Unlike most other great investors, with the possible exception of Georges Doriot, Jones didn’t become involved in investment management until he was nearly 50. After graduating from Harvard in 1923, Jones changed career several times. He worked as a purser on a tramp steamer, had a spell as a diplomat, and then became a sociology lecturer, before going on to write for various publications, including Fortune magazine.
Writing an article on technical analysis sparked interest in Wall Street. In 1949, he founded A. W. Jones and Company, one of the first “Hedged Funds”. He ran it for more than 30 years, before handing over control in 1984.
What was his strategy?
Jones’s idea was to “hedge” long positions with short ones. In theory, this meant his returns would not be affected by the overall market direction, but rather his ability to pick winners and losers. In reality, the fund was not always fully hedged.
Indeed, in the early 1970s it had a leveraged long position (in other words, it was aggressively betting on a rising market, and so it ran into trouble when the opposite happened). He outsourced a lot of his stockpicking to a team of analysts who were selected by getting them first to run paper portfolios.
Did this work?
Jones’s fund made money in 31 of the 34 years that he ran it, compared with nine years for the S&P 500 over the same period. Despite charging relatively high fees, the fund still returned more than 20% a year for an investor during its first two decades of operation. The fund still exists as a “fund of funds”, with $390m in assets under management. The hedge-fund model has also spread rapidly, with an estimated $2.7trn under management today, according to BarclayHedge.
What lessons are there for investors?
Studies suggest that the hedge-fund industry has become oversaturated, driving down returns – since 2009 the HFRI Hedge Fund index has returned just 50%, against around 200% for the S&P 500. As with any other area of active management, managers like Jones are the exception rather than the rule.
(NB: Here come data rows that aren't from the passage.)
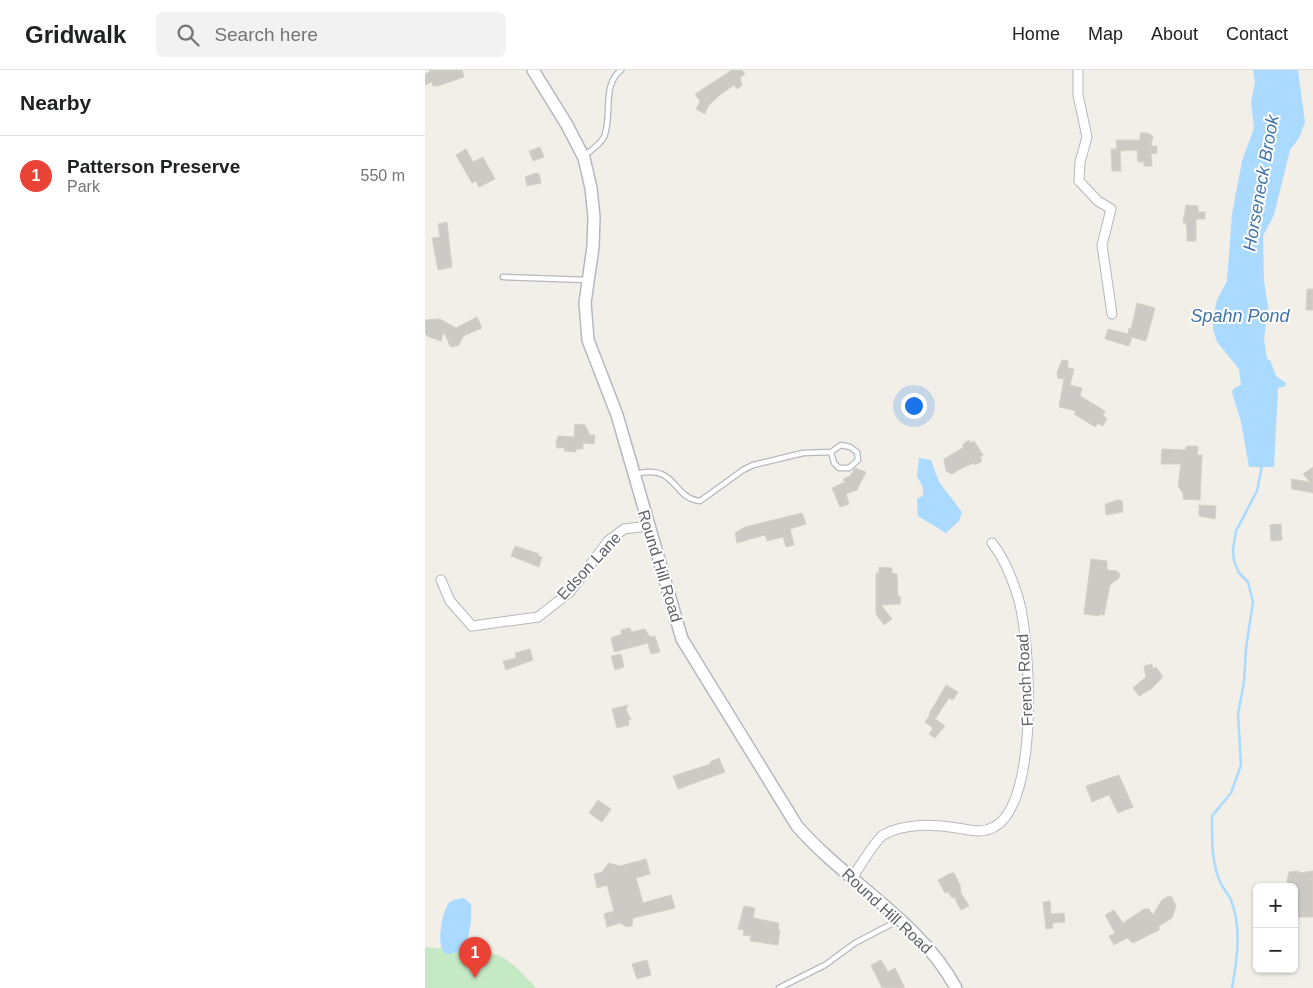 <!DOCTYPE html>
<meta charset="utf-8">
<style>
:root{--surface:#fff;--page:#f2f2f2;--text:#202124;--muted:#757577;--line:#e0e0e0;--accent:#ea4335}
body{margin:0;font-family:Arial,sans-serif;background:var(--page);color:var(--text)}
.controls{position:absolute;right:15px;bottom:15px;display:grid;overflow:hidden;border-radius:8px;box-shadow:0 1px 4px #0004}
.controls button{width:45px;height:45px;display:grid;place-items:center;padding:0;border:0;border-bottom:1px solid var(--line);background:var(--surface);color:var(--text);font:25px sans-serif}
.you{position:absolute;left:488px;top:335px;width:18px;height:18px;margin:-12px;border:4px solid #fff;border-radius:50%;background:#1a73e8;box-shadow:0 0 0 8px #1a73e833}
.badge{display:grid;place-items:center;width:32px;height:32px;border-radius:50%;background:var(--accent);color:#fff;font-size:16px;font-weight:700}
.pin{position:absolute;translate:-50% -41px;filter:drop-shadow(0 1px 2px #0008)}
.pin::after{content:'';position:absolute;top:26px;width:18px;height:15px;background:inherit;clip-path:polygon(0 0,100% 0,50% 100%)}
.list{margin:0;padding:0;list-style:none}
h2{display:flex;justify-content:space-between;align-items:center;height:65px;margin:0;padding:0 20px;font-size:21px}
h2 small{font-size:16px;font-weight:400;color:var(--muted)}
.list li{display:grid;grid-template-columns:32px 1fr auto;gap:15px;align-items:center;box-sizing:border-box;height:80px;padding:0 20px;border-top:1px solid var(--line)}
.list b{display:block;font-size:19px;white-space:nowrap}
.list p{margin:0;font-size:16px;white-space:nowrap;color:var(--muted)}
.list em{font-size:16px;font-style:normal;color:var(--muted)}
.icon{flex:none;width:28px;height:28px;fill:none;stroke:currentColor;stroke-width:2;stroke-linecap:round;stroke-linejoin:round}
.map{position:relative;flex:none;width:888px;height:918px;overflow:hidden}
header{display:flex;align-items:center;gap:30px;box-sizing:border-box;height:70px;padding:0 25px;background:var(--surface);border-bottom:1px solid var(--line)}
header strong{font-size:24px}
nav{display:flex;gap:28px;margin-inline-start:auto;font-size:18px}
.search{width:350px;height:45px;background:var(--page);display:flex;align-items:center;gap:12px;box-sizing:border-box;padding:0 18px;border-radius:8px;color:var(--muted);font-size:19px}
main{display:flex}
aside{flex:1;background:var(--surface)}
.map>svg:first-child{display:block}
</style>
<header>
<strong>Gridwalk</strong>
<div class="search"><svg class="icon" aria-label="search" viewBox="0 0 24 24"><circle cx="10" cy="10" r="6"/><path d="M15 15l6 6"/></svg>Search here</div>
<nav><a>Home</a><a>Map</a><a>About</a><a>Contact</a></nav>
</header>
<main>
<aside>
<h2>Nearby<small></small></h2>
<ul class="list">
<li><span class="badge">1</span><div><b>Patterson Preserve</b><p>Park</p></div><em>550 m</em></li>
</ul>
</aside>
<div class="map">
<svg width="888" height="918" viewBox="0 0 888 918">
<rect width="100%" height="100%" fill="#f1efe8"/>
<path fill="#c5e8c5" d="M0,877C22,880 53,878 73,885C88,892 100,906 111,918H0Z"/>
<g fill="#aadaff">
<path d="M828,0H873L880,52L874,68L865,80L849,145L838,166L839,211L843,236L839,269L842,289L845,290L851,306L861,313V316L853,318L849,397H824L816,352L807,322L809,318L816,315L814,299L792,272L788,259V249L792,230L802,211L807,144L817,91L829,58L826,32L830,12Z"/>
<path d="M494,388L506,390L514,412L537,442L534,451L521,463L493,446L492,429L498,425C499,413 495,414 492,406Z"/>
<path d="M39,828L46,834C47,851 46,886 21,884C10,878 17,841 24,833C28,829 34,829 39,828Z"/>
</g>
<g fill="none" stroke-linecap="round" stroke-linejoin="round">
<path stroke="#aadaff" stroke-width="2.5" d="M807,918C812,890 817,858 806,830C804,825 799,820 796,814C786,793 787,768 787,746L806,723L816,695L813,644L819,612L821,578L828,532L823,512L814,503L809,491L808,479L811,461L832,421L837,395"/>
</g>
<g fill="#cccac5" stroke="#d6d1c6">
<path d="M4,0H37L39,7L13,16H8L7,12L0,15V4L5,2Z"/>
<path d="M307,0H317L320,4L315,8L317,15L312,19L309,15L295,25L283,36L280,44L271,39L275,31L270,24Z"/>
<path d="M715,63H723L728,66L726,76H732V83L726,84L727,96H719V92H713L712,80L695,81L696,101H687L686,79H692L691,70H715Z"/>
<path d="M115,77L119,87L108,91L104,81Z"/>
<path d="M41,79L48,92L58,87L70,109L54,117L51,111L47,113L31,85Z"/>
<path d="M111,103L114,104L116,113L102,116L100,107Z"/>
<path d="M761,135L773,136V142H780V149H771V171H762V160L761,153H758Z"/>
<path d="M22,152L27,197L13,200L7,168L15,167L13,154Z"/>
<path d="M882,219H888V240H881Z"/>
<path d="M712,233L730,238L721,271L707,267L704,276L680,269L683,259L703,264L704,258L706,259Z"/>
<path d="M52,247L57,258L38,266L34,275L28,277L25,276L19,262L16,271L2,266L0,262V250L15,249L31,258Z"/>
<path d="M637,290L643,291V298L649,299L645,315L657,318L655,326L680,341L678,346L682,348L678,356L673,353L670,357L649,344L651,341L634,337L639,309L633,308L632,303Z"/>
<path d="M150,354L160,355L165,365H170L169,374L158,373V379H151V382L139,381L140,378H132L131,372L133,366L149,367Z"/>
<path d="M544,370L545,373L549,371L558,385L555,387L557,391L550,395L549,393L539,397L527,404L521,401L519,389L539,377L537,375Z"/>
<path d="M761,376H773L772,385H777L775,430L758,429V423L753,416L756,394H736L737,379L761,380Z"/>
<path d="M888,397V423L867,419L866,409L885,412L878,404Z"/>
<path d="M430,398L441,402L432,420L421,424L424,434L415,437L407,418L420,412L418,409L425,406Z"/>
<path d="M693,430L697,431L698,442L681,445L680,434Z"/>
<path d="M774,435L791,436L790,449L774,446Z"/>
<path d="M377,443L381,454L365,459L369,475L361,477L358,467L342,471L340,465L312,473L310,463L320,457Z"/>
<path d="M856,454L857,470L846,471L845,455Z"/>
<path d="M90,476L114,484L113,486L117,487L114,497L86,486Z"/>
<path d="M666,489L682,491V500L692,501L695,504L694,508L685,515L679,545L674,544V546L659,544Z"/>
<path d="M454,497L467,498V503L472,504L473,527H476L475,534L456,535L467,549L459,555L451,544V503H454Z"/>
<path d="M205,558L206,562L220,559L225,567L230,566L235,582L226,584L223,573L189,582L186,568L197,564L196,560Z"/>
<path d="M105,579L108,590L81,600L78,591L91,588L90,583Z"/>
<path d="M196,584L199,597L190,600L186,586Z"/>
<path d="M727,594L728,599L731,597L738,607L726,619L714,626L708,618L721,607L719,596Z"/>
<path d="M521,615L533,622L528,630L524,628L510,649L504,644Z"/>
<path d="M203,635L201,640L206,649L203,650L204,655L192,658L187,639Z"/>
<path d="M505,645L520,656L510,668L504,664L508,658L500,652Z"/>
<path d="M294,688L300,702L253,719L248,706L286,694L285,692Z"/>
<path d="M694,705L708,737L693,743L684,725L667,732L661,716Z"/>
<path d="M173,730L186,739L177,752L164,743Z"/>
<path d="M221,789L225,804L211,808L218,833L246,825L250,838L208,848L207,856L202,857L195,853L182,857L179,844L189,841L182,815L172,818L169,804L177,802L184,793L195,796Z"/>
<path d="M874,801V803L888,801V847H869V817H865L862,811L864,802Z"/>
<path d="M526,803H529L535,815L536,823L544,836L536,840L529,827L527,828L523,822L520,823L513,810Z"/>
<path d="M744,826L747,827L751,836L747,848L734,856V860L708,873L702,868L689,875L684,866L690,863L680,845L689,840L698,853L719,839H724L728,845L737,830Z"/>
<path d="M625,831L626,844L639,843L640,852L627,853L628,858L621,859L618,832Z"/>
<path d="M319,836L330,838L328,848L354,853L353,860H355L353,875L325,871L326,866L318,865L319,860L313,859Z"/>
<path d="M222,890L226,905L212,909L207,894Z"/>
<path d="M456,890L463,902L470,898L480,918H457L446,895Z"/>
</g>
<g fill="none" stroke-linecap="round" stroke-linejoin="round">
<g stroke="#b5b8bc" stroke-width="7">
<g id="service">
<path d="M159,86C166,80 175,75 179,67C188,46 176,16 196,0"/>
<path d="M78,207L162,210"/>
<path d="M210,404C253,393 246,428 275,431L318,400L328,395L378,383L406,382L416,375L425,377L432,382L433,390L424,398H414L409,393L406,382"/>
<path d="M354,918L400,895L430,873L474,850"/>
</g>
</g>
<g stroke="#b5b8bc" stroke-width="11">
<g id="minor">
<path d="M653,0V25L662,67L655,92L654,111L673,131L686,139L677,175L687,244"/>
<path d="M16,510L25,531L47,556L113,547L145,522L183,471L199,459L223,456"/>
<path d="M427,808C434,798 449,772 458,765C479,753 510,754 532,758C546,760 557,764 569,757C615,733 606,571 593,527C587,508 580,489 567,473"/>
</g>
</g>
<g stroke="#b5b8bc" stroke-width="14">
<path id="tertiary" d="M108,0L142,55L159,88L166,118L169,147L168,177L160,233L163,270L192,345L257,569L372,756C422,813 495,851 531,918"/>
</g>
<use href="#service" stroke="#fff" stroke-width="4.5"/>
<use href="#minor" stroke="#fff" stroke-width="9"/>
<use href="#tertiary" stroke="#fff" stroke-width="11"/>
</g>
<g text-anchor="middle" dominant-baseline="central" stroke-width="4" stroke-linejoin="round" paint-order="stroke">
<g font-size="16" fill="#5f6368" stroke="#fff">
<text transform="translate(164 496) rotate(-47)">Edson Lane</text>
<text transform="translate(235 496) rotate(73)">Round Hill Road</text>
<text transform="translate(600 610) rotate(-93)">French Road</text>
<text transform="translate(462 841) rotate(43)">Round Hill Road</text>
</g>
<g font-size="18" font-style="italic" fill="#4174aa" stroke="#fff">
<text transform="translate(836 113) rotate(-80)">Horseneck Brook</text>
<text x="815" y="246">Spahn Pond</text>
</g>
</g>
</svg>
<div class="controls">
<button>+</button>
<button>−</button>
</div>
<div class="you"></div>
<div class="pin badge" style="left:50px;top:908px">1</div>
</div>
</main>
However, there are a couple of tips from Jones that private investors can use.
Firstly, running a “paper-trading” account is a good way of trying out a strategy to see whether it works (and if you are comfortable with it), before risking real money. Secondly, Jones’s problems with excessive leverage in the early 1970s show the dangers of taking big bets with borrowed money – regardless of how confident and capable you are.